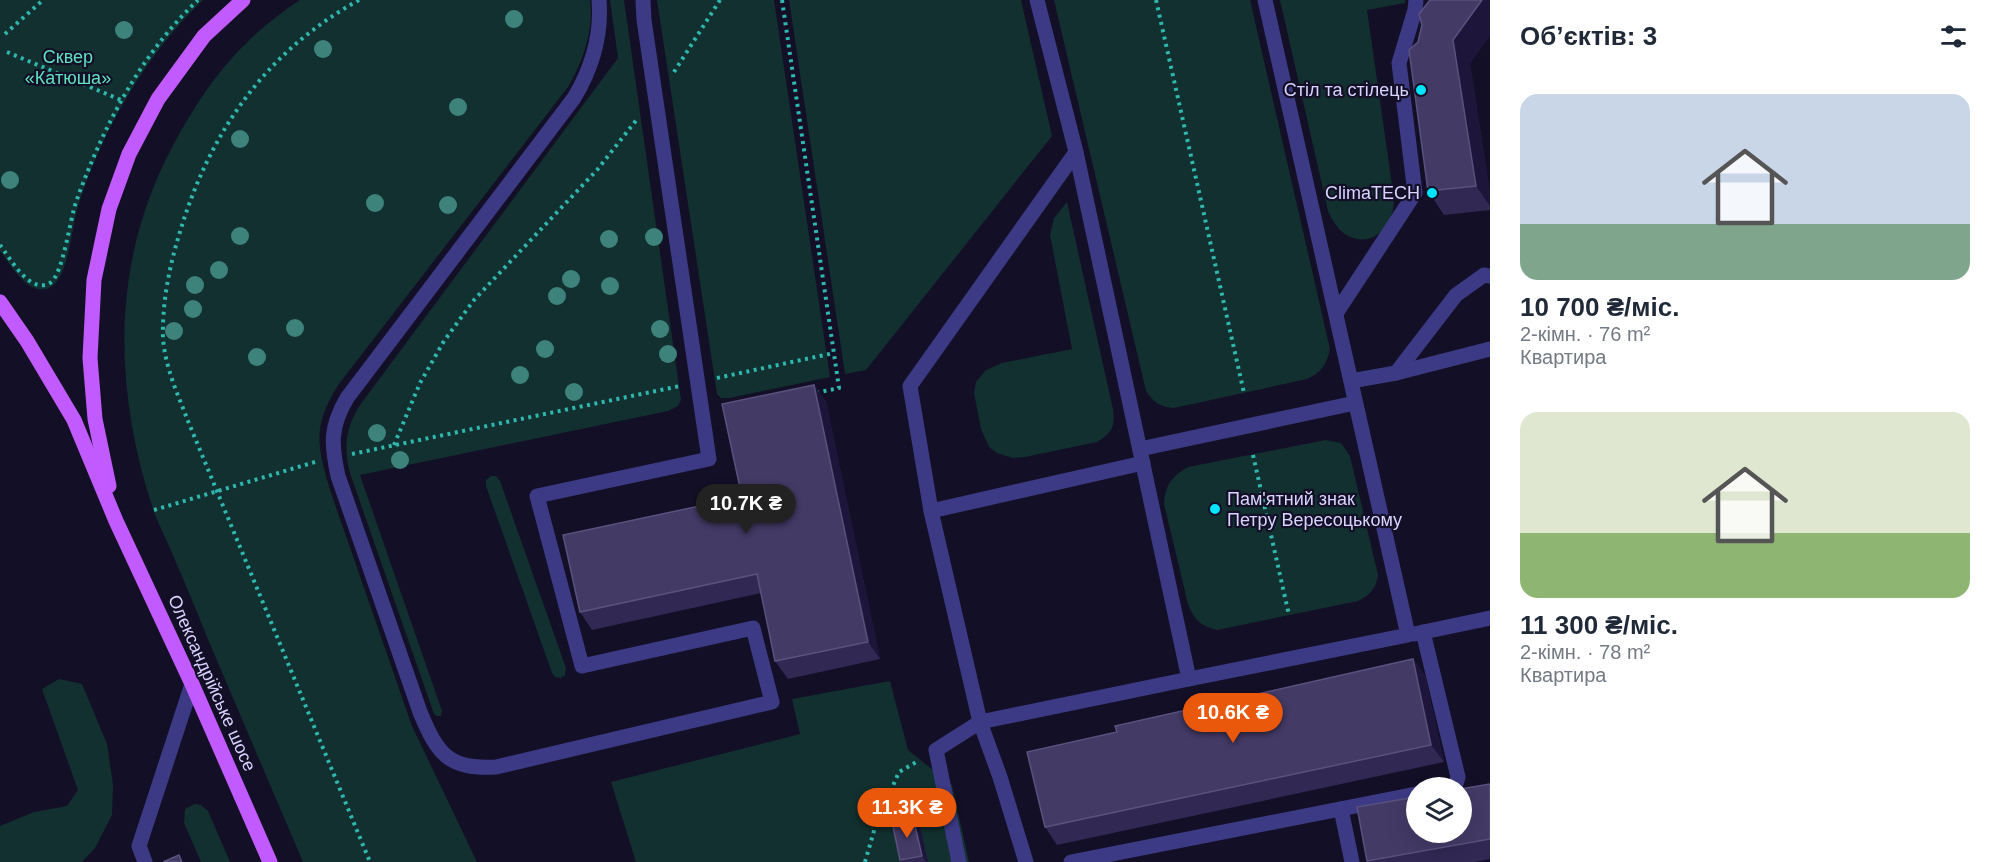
<!DOCTYPE html>
<html lang="uk">
<meta charset="utf-8">
<style>
:root{--surface:#fff;--page:#f2f2f3;--text:#1f2937;--muted:#747a83;--accent:#ea580c}
body{margin:0;font-family:Arial,sans-serif;background:var(--page);color:var(--text);height:100vh;display:flex;flex-direction:column;font-size:22px;white-space:nowrap}
*{box-sizing:border-box;margin:0}
p{font-size:20px;color:var(--muted)}
.icon{flex:none;width:33px;height:33px;fill:none;stroke:currentColor;stroke-width:2;stroke-linecap:round;stroke-linejoin:round}
.map{position:relative;flex:1;overflow:hidden}
.panel{display:flex;flex-direction:column;background:var(--surface);width:510px}
.panel>*{flex:none}
.buttons{position:absolute;left:1406px;top:777px;display:grid;gap:12px}
.buttons a{display:grid;place-items:center;width:66px;height:66px;border-radius:50%;background:var(--surface);box-shadow:0 6px 24px #0002;font-size:30px}
.price{position:absolute;translate:-50% -51px;padding:0 14px;border-radius:21px;background:var(--accent);color:#fff;font-size:20px;line-height:39px;filter:drop-shadow(0 2px 3px #0008)}
.price::after{content:'';position:absolute;left:50%;top:36px;width:18px;height:14px;margin-left:-9px;background:inherit;clip-path:polygon(0 0,100% 0,50% 100%)}
.price.active{background:#222;color:#fff}
ul{padding:0;list-style:none}
li{display:grid;align-content:center;gap:12px;height:318px;padding:0 30px}
li span{display:grid;place-items:center;height:186px;border-radius:18px;color:#555}
li>.icon{margin-inline-start:auto}
span .icon{width:108px;height:108px;fill:#fffc;stroke-width:1}
li b{font-size:26px}
h2{display:flex;justify-content:space-between;align-items:center;height:72px;padding:0 30px;font-size:26px}
main{display:flex;flex:1;min-height:0}
.map>svg:first-child{display:block}
.green{fill:#12302f}
.lines{fill:none;stroke-linecap:round;stroke-linejoin:round}
.path{stroke:#2fb8b0;stroke-width:4;stroke-dasharray:3 4.5;stroke-linecap:butt}
.minor{stroke:#3d3a85;stroke-width:15}
.major{stroke:#c25bff;stroke-width:15}
.tree{fill:#3d827b}
.wall{fill:#312854}
.shaded-wall{fill:#1d163a}
.building{fill:#433a66;stroke:#5a527e;stroke-width:1.5}
.poi-dot{fill:#00e5ff;stroke:#130f26;stroke-width:2}
.labels{text-anchor:middle;dominant-baseline:central;stroke-width:4.5;stroke-linejoin:round;paint-order:stroke}
.park-label{font-size:18px;fill:#5fe0c0;stroke:#130f26}
.poi-label{font-size:18px;fill:#d9d4ff;stroke:#130f26;text-anchor:end}
.street-label{font-size:18px;fill:#d9d4ff;stroke:#130f26}
</style>
<main>
<div class="map">
<svg width="1490" height="862" viewBox="0 0 1490 862">
<rect width="100%" height="100%" fill="#130f26"/>
<g class="green">
<path d="M0 0H203C146 54 102 131 78 206 72 225 69 276 51 287 29 299 11 265 0 251Z"/>
<path d="M300 0H590C594 30 583 62 568 87L339 384C312 426 317 445 330 490L412 726 477 862H303C271 787 239 712 207 637 196 609 184 581 172 553 166 538 158 524 153 509 112 383 111 256 177 138 210 79 242 38 300 0Z"/>
<path d="M610 0H624L681 400 678 406 668 411 360 475 442 711 441 716H437L434 714 351 476C343 450 345 428 360 405L618 58Z"/>
<polygon points="657,0 774,0 830,377 729,398 721,398 717,394"/>
<polygon points="789,0 1021,0 1052,136 866,370 845,374"/>
<path d="M1054 0H1250L1330 349C1327 364 1321 373 1307 379L1174 408C1160 407 1154 403 1146 391Z"/>
<path d="M1280 0H1405V3L1367 10 1394 199C1394 243 1347 257 1328 211Z"/>
<path d="M1067 202 1113 409C1115 426 1113 433 1097 442L1025 457 1013 458 997 453 989 447 981 429 974 393 976 382 986 370 1002 363 1072 349 1050 235 1054 218Z"/>
<path d="M1326 440 1341 443 1350 456 1378 575C1376 589 1370 595 1358 601L1217 630C1201 626 1194 620 1188 604L1164 504C1165 485 1172 476 1188 467Z"/>
<polygon points="491,476 496,476 500,481 566,668 565,675 561,678 555,677 552,673 486,486 486,480"/>
<polygon points="59,679 82,684 107,744 113,785 112,815 95,848 82,862 0,862 0,826 34,812 67,806 78,790 42,689"/>
<polygon points="890,681 908,750 952,785 969,862 636,862 611,782 800,734 792,699"/>
<polygon points="195,804 201,805 208,811 230,862 201,862 184,823 185,809"/>
</g>
<g class="lines">
<g class="path">
<path d="M359 0C265 52 209 133 179 235 169 268 162 304 163 338 165 367 178 395 188 421L370 862"/>
<polyline points="782,0 839,388 815,393"/>
<polyline points="1156,0 1244,393"/>
<polyline points="5,34 43,0"/>
<polyline points="7,52 121,100"/>
<polyline points="674,72 720,0"/>
<path d="M0 245C10 258 30 295 50 283 63 275 70 219 76 202 103 127 140 55 198 0"/>
<polyline points="717,378 834,353"/>
<polyline points="394,445 420,383 444,341 474,300 597,170 638,118"/>
<polyline points="352,454 680,386"/>
<polyline points="1253,455 1289,615"/>
<polyline points="154,510 315,462"/>
<polyline points="865,862 876,824 899,772 918,761"/>
</g>
<g class="minor">
<path d="M599 0C602 36 592 68 574 98L347 398C330 427 331 444 338 476L420 712C438 755 448 769 496 767L772 702 753 628 582 666 537 496 709 459 644 20 643 0"/>
<path d="M1037 0 1076 152 1189 679 1408 635C1360 423 1314 211 1265 0"/>
<polyline points="1076,152 910,386 931,511 1143,463"/>
<polyline points="1337,312 1415,193 1399,63 1415,10 1416,0"/>
<polyline points="1396,373 1456,295 1484,275 1490,276"/>
<polyline points="1351,381 1396,373 1490,349"/>
<polyline points="1140,449 1355,403"/>
<polyline points="931,511 980,722 1189,679"/>
<polyline points="1423,632 1458,777 1456,784 1447,788"/>
<polyline points="1414,634 1490,618"/>
<polyline points="1341,809 1352,862"/>
<polyline points="145,862 139,846 192,684"/>
<polyline points="959,862 936,750 980,722 1000,777 1026,862"/>
<polyline points="1071,862 1416,794"/>
</g>
<g class="major">
<polyline points="0,302 27,341 74,420 116,521 192,684 270,862"/>
<polyline points="109,486 95,419 90,358 94,280 109,209 129,154 158,99 204,36 243,0"/>
</g>
</g>
<g class="tree">
<circle cx="514" cy="19" r="9"/>
<circle cx="124" cy="30" r="9"/>
<circle cx="323" cy="49" r="9"/>
<circle cx="458" cy="107" r="9"/>
<circle cx="240" cy="139" r="9"/>
<circle cx="10" cy="180" r="9"/>
<circle cx="375" cy="203" r="9"/>
<circle cx="448" cy="205" r="9"/>
<circle cx="240" cy="236" r="9"/>
<circle cx="654" cy="237" r="9"/>
<circle cx="609" cy="239" r="9"/>
<circle cx="219" cy="270" r="9"/>
<circle cx="571" cy="279" r="9"/>
<circle cx="195" cy="285" r="9"/>
<circle cx="610" cy="286" r="9"/>
<circle cx="557" cy="296" r="9"/>
<circle cx="193" cy="309" r="9"/>
<circle cx="295" cy="328" r="9"/>
<circle cx="660" cy="329" r="9"/>
<circle cx="174" cy="331" r="9"/>
<circle cx="545" cy="349" r="9"/>
<circle cx="668" cy="354" r="9"/>
<circle cx="257" cy="357" r="9"/>
<circle cx="520" cy="375" r="9"/>
<circle cx="574" cy="392" r="9"/>
<circle cx="377" cy="433" r="9"/>
<circle cx="400" cy="460" r="9"/>
</g>
<g class="wall">
<polygon points="1418,42 1470,64 1490,193 1490,210 1444,215 1428,191"/>
<polygon points="814,385 826,402 880,659 788,679 775,661 761,593 592,630 580,612 742,497"/>
<polygon points="1413,659 1425,676 1444,762 1057,845 1045,827 1117,732"/>
<polygon points="1490,784 1490,859 1474,862 1368,862 1367,861"/>
<polygon points="920,826 928,862 901,862 900,860"/>
</g>
<g class="shaded-wall">
<polygon points="1482,0 1490,0 1490,36 1470,64 1490,193 1490,206 1476,186 1453,40"/>
<polygon points="814,385 826,402 880,659 868,642"/>
<polygon points="1413,659 1425,676 1444,762 1431,745"/>
<polygon points="913,817 920,826 928,862 926,862 922,856"/>
</g>
<g class="building">
<polygon points="1430,0 1482,0 1453,40 1476,186 1428,191 1409,50 1418,42 1422,25 1419,14"/>
<polygon points="814,385 868,642 775,661 757,574 580,612 563,535 742,497 722,404"/>
<polygon points="1413,659 1431,745 1045,827 1027,752 1117,732 1115,726"/>
<polygon points="1490,784 1490,839 1367,861 1357,807 1416,797 1416,832 1461,832 1461,789"/>
<polygon points="913,817 922,856 900,860 892,822"/>
<polygon points="179,855 182,862 163,862"/>
</g>
<g class="poi-dot">
<circle cx="1421" cy="90" r="6"/>
<circle cx="1432" cy="193" r="6"/>
<circle cx="1215" cy="509" r="6"/>
</g>
<g class="labels">
<g class="park-label">
<text x="68" y="57">Сквер<tspan x="68" dy="21">«Катюша»</tspan></text>
</g>
<g class="poi-label">
<text x="1409" y="90">Стіл та стілець</text>
<text x="1420" y="193">ClimaTECH</text>
<text x="1227" y="499" text-anchor="start">Пам'ятний знак<tspan x="1227" dy="21">Петру Вересоцькому</tspan></text>
</g>
<g class="street-label">
<text transform="translate(212 683) rotate(66)">Олександрійське шосе</text>
</g>
</g>
</svg>
<div class="buttons">
<a><svg class="icon" aria-label="layers" viewBox="0 0 24 24"><path d="M12 4l9 5-9 5-9-5zM3 14l9 5 9-5"/></svg></a>
</div>
<b class="price active" style="left:746px;top:535px">10.7K ₴</b>
<b class="price" style="left:1233px;top:744px">10.6K ₴</b>
<b class="price" style="left:907px;top:839px">11.3K ₴</b>
</div>
<section class="panel">
<h2>Об’єктів: 3<svg class="icon" aria-label="filters" viewBox="0 0 24 24"><path d="M4 7h16M4 17h16"/><circle cx="9" cy="7" r="2"/><circle cx="15" cy="17" r="2"/></svg></h2>
<ul>
<li><span style="background:linear-gradient(#c9d6e8 70%,#7fa58c 0)"><svg class="icon" aria-label="home" viewBox="0 0 24 24"><path d="M3 11l9-7 9 7M6 9v11h12V9"/></svg></span><div><b>10 700 ₴/міс.</b><p>2-кімн. · 76 m²</p><p>Квартира</p></div></li>
<li><span style="background:linear-gradient(#dfe7d0 65%,#8fb573 0)"><svg class="icon" aria-label="home" viewBox="0 0 24 24"><path d="M3 11l9-7 9 7M6 9v11h12V9"/></svg></span><div><b>11 300 ₴/міс.</b><p>2-кімн. · 78 m²</p><p>Квартира</p></div></li>
</ul>
</section>
</main>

● TASK STATEMENT:
Among the entries above, find every line holding "anchor" and copy it.

● RESPONSE:
.labels{text-anchor:middle;dominant-baseline:central;stroke-width:4.5;stroke-linejoin:round;paint-order:stroke}
.poi-label{font-size:18px;fill:#d9d4ff;stroke:#130f26;text-anchor:end}
<text x="1227" y="499" text-anchor="start">Пам'ятний знак<tspan x="1227" dy="21">Петру Вересоцькому</tspan></text>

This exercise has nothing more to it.